(Records drawn from a dataset)
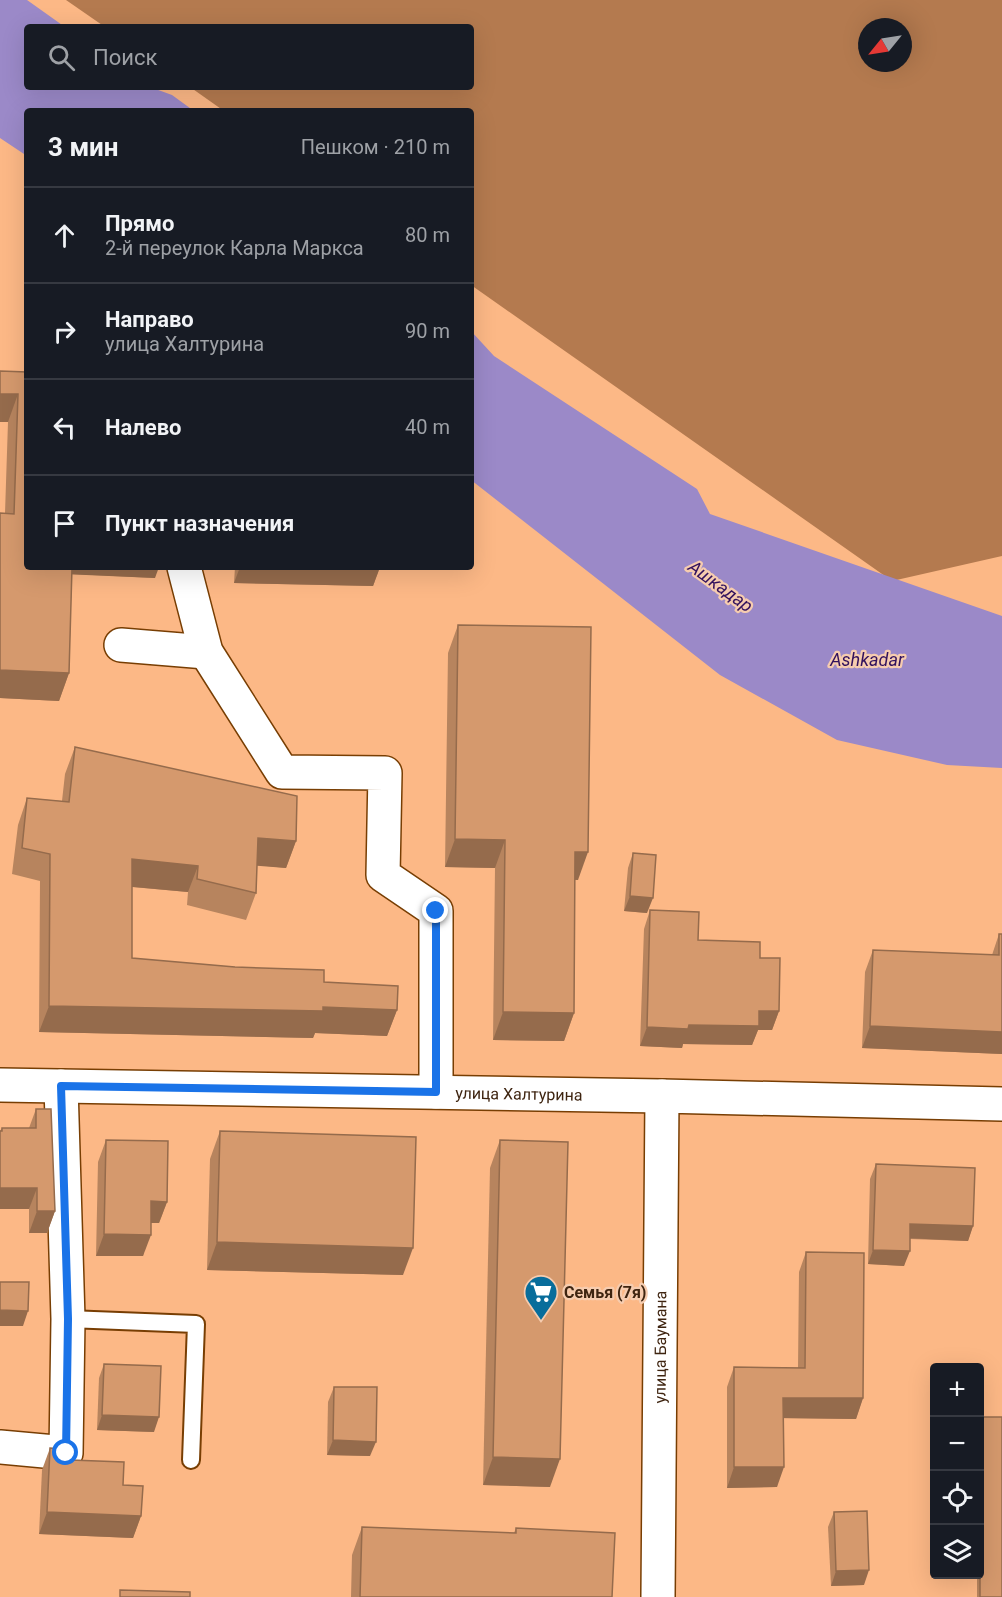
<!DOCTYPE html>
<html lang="ru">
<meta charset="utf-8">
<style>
:root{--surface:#171b24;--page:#20242c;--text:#f1f3f6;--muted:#9ea1a6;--line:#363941}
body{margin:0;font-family:Roboto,sans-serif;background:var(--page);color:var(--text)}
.controls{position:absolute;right:18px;bottom:18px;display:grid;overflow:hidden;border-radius:6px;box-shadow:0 6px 24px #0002}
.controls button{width:54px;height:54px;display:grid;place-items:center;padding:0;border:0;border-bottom:2px solid var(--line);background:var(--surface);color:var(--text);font:30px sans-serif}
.compass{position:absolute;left:858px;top:18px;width:54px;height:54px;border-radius:50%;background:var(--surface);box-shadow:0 6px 24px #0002;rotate:240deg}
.stop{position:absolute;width:18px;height:18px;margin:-14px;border:4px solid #1a73e8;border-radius:50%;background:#fff}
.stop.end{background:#1a73e8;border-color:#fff;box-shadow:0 2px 6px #0008}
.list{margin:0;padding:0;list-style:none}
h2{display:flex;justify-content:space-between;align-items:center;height:78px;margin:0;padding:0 24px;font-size:26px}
h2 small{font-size:20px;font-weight:400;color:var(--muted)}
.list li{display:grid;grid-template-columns:39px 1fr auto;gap:18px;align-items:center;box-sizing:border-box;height:96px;padding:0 24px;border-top:2px solid var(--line)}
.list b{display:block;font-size:22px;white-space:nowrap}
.list p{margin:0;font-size:20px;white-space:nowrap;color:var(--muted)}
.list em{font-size:20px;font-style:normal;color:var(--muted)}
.icon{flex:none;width:33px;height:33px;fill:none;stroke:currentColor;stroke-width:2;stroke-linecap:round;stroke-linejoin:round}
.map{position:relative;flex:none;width:1002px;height:1597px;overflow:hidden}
.search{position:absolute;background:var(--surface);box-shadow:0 6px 24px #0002;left:24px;top:24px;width:450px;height:66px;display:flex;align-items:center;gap:15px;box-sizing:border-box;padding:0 21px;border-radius:6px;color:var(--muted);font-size:22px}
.panel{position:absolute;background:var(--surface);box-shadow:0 6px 24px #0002;left:24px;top:108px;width:450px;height:462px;border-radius:6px}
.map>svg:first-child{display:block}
</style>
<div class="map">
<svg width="1002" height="1597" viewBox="0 0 1002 1597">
<rect width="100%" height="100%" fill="#fcb886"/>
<path fill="#b47a4f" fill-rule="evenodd" d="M 66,0 L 1002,0 L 1002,556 L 892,581 L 471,285 L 471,111 L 224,111 L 190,87 L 471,87 L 471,27 L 105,27 ZM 867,27 L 903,27 L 903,63 L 867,63 Z"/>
<g fill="#9b89c8">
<path d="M 0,0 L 27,0 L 65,27 L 27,27 L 27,87 L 150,87 L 172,95 L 194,111 L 27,111 L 27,156 L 0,138 Z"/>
<path d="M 471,331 L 494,356 L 697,489 L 710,514 L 1002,616 L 1002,768 L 947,765 L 837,740 L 720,675 L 471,480 Z"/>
</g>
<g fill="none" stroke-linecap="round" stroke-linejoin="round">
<defs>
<path id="lane" d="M 68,1319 L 196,1324 L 191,1460"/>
<g id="street">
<path d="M 184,567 L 206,652 L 282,772 L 385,773 L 383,875 L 436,911 L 436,1092"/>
<path d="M 121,645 L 206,652"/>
<path id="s1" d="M 0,1085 L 662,1096"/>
<path d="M 0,1447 L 66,1453 L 68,1319 L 61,1086"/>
</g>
<g id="primary">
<path id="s2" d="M 658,1597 L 662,1096 L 1002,1104"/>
</g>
</defs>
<use href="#lane" stroke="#783e03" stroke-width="20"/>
<use href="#street" stroke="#783e03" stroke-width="36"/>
<use href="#primary" stroke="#783e03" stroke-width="36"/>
<use href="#lane" stroke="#fff" stroke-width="16"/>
<use href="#street" stroke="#fff" stroke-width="33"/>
<use href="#primary" stroke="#fff" stroke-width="33"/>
</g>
<g fill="#b7845e">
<path d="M 0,371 L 155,578 L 72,574 L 69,673 L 59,701 L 0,698 L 0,513 L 5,513 L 8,422 Z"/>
<path d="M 235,567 L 380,567 L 373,586 L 234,583 Z"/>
<path d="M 458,625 L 578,880 L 575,880 L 574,1013 L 564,1041 L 493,1040 L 495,868 L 445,867 L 448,653 Z"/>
<path d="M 75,747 L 296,841 L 286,868 L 257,865 L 256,893 L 246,920 L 187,905 L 188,892 L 132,887 L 132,958 L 324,982 L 397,1010 L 387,1036 L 315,1033 L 313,1038 L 39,1032 L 40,881 L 12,874 L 18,825 L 27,798 L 62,801 L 65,774 Z"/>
<path d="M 633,853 L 647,913 L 624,911 L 628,868 Z"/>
<path d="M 650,910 L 698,940 L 760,958 L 779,1011 L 772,1030 L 758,1030 L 752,1045 L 683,1044 L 682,1048 L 640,1046 L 644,929 Z"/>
<path d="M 999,934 L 1002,934 L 1002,1054 L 862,1048 L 865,972 L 873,950 L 992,955 Z"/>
<path d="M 36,1109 L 55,1211 L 47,1233 L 29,1233 L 29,1209 L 0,1131 L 2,1128 L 29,1128 Z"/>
<path d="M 220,1131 L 403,1275 L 207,1270 L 210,1159 Z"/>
<path d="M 106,1140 L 167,1202 L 159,1223 L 151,1223 L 143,1256 L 96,1256 L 98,1162 Z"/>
<path d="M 500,1140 L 550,1487 L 483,1485 L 490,1168 Z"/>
<path d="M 876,1164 L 973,1226 L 968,1241 L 910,1239 L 904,1266 L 868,1264 L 870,1179 Z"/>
<path d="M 806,1252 L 863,1398 L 856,1419 L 783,1418 L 777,1487 L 727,1488 L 727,1387 L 734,1367 L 798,1368 L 799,1272 Z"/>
<path d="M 104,1364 L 154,1432 L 97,1430 L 99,1378 Z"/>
<path d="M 334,1387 L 370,1456 L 327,1455 L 328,1402 Z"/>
<path d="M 50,1448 L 123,1485 L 141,1516 L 133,1538 L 39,1534 L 42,1470 Z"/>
<path d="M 834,1512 L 864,1585 L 831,1586 L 828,1527 Z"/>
<path d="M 362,1527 L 514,1533 L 516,1528 L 612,1597 L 351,1597 L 352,1555 Z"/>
<path d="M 977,1575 L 980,1575 L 1002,1597 L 977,1597 Z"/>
</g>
<g fill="#956b4c">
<path d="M 0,394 L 18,394 L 8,422 L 0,422 Z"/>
<path d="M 66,567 L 159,567 L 155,578 L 63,574 Z"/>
<path d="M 240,567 L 380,567 L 373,586 L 234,583 Z"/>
<path d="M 0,670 L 69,673 L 59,701 L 0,698 Z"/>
<path d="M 258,838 L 296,841 L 286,868 L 248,865 Z"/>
<path d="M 455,839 L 505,840 L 495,868 L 445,867 Z"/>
<path d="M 575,852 L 588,852 L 578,880 L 565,879 Z"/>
<path d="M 132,859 L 198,866 L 188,892 L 123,886 Z"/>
<path d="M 630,896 L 653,898 L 647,913 L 624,911 Z"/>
<path d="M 49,1006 L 323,1007 L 397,1010 L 387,1036 L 315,1033 L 313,1038 L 39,1032 Z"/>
<path d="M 759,1011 L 779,1011 L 772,1030 L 758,1030 L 752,1045 L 683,1044 L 682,1048 L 640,1046 L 647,1027 L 689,1025 Z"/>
<path d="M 503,1012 L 574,1013 L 564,1041 L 493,1040 Z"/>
<path d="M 870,1026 L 1002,1032 L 1002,1054 L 862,1048 Z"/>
<path d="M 0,1188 L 37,1188 L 29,1209 L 0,1209 Z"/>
<path d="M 151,1201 L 167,1202 L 159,1223 L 143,1223 Z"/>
<path d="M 37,1211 L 55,1211 L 47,1233 L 29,1233 Z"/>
<path d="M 910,1224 L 973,1226 L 968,1241 L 905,1238 Z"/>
<path d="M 104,1234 L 151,1235 L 143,1256 L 96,1256 Z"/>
<path d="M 217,1242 L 413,1248 L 403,1275 L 207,1270 Z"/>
<path d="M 873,1250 L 910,1251 L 904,1266 L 868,1264 Z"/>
<path d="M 0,1310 L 28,1311 L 23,1326 L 0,1326 Z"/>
<path d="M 783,1398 L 863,1398 L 856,1419 L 775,1418 Z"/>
<path d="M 102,1415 L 159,1417 L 154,1432 L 97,1430 Z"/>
<path d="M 333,1440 L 376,1442 L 370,1456 L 327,1455 Z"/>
<path d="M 493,1457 L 560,1459 L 550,1487 L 483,1485 Z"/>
<path d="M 734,1467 L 784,1467 L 777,1487 L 727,1488 Z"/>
<path d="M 47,1512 L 141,1516 L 133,1538 L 39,1534 Z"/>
<path d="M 869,1570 L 864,1585 L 831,1586 L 836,1571 Z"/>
</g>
<g fill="#d5996d" stroke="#956b4c" stroke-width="1.5">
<path d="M 0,371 L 27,372 L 27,567 L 72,567 L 69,673 L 0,670 L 0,513 L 14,514 L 18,394 L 0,394 Z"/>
<path d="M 458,625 L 591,627 L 588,852 L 575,852 L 574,1013 L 503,1012 L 505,840 L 455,839 Z"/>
<path d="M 75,747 L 297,796 L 296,841 L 258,838 L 256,893 L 197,879 L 198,866 L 132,859 L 132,958 L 235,967 L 324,970 L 324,982 L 398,986 L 397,1010 L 323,1007 L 323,1011 L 49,1006 L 50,854 L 22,848 L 27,798 L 69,802 Z"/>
<path d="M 633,853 L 656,855 L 653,898 L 630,896 Z"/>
<path d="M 650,910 L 699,912 L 698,940 L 760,942 L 760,958 L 780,958 L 779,1011 L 759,1011 L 759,1026 L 689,1025 L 688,1029 L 647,1027 Z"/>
<path d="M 999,934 L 1002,934 L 1002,1032 L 870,1026 L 873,950 L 999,955 Z"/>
<path d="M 36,1109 L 51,1109 L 55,1211 L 37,1211 L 37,1188 L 0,1188 L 0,1131 L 2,1131 L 2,1128 L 36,1128 Z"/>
<path d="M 220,1131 L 416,1137 L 413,1248 L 217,1242 Z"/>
<path d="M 106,1140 L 168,1141 L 167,1202 L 151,1201 L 151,1235 L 104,1234 Z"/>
<path d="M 500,1140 L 568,1142 L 560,1459 L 493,1457 Z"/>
<path d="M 876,1164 L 975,1168 L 973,1226 L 910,1224 L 910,1251 L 873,1250 Z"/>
<path d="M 806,1252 L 864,1253 L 863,1398 L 783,1398 L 784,1467 L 734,1467 L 734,1367 L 805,1368 Z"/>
<path d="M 0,1282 L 29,1282 L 28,1311 L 0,1310 Z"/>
<path d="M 104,1364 L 161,1366 L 159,1417 L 102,1415 Z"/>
<path d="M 334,1387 L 377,1387 L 376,1442 L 333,1440 Z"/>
<rect x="980" y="1417" width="22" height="180"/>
<path d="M 50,1448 L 72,1450 L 71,1460 L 124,1462 L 123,1485 L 143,1486 L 141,1516 L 47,1512 Z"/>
<path d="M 867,1511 L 869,1570 L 836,1571 L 834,1512 Z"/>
<path d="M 362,1527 L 516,1533 L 516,1528 L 615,1533 L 612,1597 L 360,1597 Z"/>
<path d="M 120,1590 L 190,1592 L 190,1597 L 120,1597 Z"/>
</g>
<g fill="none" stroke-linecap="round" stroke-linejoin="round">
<path stroke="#1a73e8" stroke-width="8" d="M 66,1453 L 68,1319 L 61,1086 L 436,1092 L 436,911"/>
</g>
<defs>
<symbol id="supermarket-pin" viewBox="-11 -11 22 30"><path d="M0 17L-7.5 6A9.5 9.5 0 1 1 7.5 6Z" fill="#086d9b" stroke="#f6ccaf"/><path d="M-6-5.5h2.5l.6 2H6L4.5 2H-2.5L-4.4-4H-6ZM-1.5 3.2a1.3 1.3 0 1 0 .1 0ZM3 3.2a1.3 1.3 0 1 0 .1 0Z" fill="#fff"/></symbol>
</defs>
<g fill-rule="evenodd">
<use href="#supermarket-pin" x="522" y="1273" width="38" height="52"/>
</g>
<g text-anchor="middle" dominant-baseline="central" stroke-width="4.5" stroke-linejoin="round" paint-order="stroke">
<g font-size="16" fill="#3e2410" stroke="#f6ccaf">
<text stroke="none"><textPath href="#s1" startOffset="519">улица Халтурина</textPath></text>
<text stroke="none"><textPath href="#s2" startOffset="250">улица Баумана</textPath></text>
</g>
<g font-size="16" font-weight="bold" fill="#3e2410" stroke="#f6ccaf" text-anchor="start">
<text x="564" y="1292">Семья (7я)</text>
</g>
<g font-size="18" font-style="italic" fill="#32125d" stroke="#f6ccaf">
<text transform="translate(721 586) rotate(36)">Ашкадар</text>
<text x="867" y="659">Ashkadar</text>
</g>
</g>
</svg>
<div class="controls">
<button>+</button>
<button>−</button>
<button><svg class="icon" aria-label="locate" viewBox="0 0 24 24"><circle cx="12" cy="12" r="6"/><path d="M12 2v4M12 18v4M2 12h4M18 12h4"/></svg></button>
<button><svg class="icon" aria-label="layers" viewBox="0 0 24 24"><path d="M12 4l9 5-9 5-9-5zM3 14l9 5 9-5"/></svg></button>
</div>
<svg class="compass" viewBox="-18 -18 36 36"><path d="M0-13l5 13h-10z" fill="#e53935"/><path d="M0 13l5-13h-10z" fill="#9ea1a6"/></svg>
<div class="stop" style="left:66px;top:1453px"></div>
<div class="stop end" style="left:436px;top:911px"></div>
<div class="search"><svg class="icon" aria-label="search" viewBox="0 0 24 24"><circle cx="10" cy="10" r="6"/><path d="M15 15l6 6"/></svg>Поиск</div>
<section class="panel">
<h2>3 мин<small>Пешком · 210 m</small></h2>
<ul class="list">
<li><svg class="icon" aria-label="ahead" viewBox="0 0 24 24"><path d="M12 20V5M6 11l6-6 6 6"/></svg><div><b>Прямо</b><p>2-й переулок Карла Маркса</p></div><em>80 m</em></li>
<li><svg class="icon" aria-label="right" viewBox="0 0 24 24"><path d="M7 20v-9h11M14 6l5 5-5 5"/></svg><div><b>Направо</b><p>улица Халтурина</p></div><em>90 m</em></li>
<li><svg class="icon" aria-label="left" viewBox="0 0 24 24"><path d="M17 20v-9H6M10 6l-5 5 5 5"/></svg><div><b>Налево</b></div><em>40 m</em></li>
<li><svg class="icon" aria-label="arrive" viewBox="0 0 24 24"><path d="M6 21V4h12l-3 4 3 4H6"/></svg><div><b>Пункт назначения</b></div></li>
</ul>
</section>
</div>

BRIEF
Which lines above contain the word "solid"? Copy each one.

REPLY
.controls button{width:54px;height:54px;display:grid;place-items:center;padding:0;border:0;border-bottom:2px solid var(--line);background:var(--surface);color:var(--text);font:30px sans-serif}
.stop{position:absolute;width:18px;height:18px;margin:-14px;border:4px solid #1a73e8;border-radius:50%;background:#fff}
.list li{display:grid;grid-template-columns:39px 1fr auto;gap:18px;align-items:center;box-sizing:border-box;height:96px;padding:0 24px;border-top:2px solid var(--line)}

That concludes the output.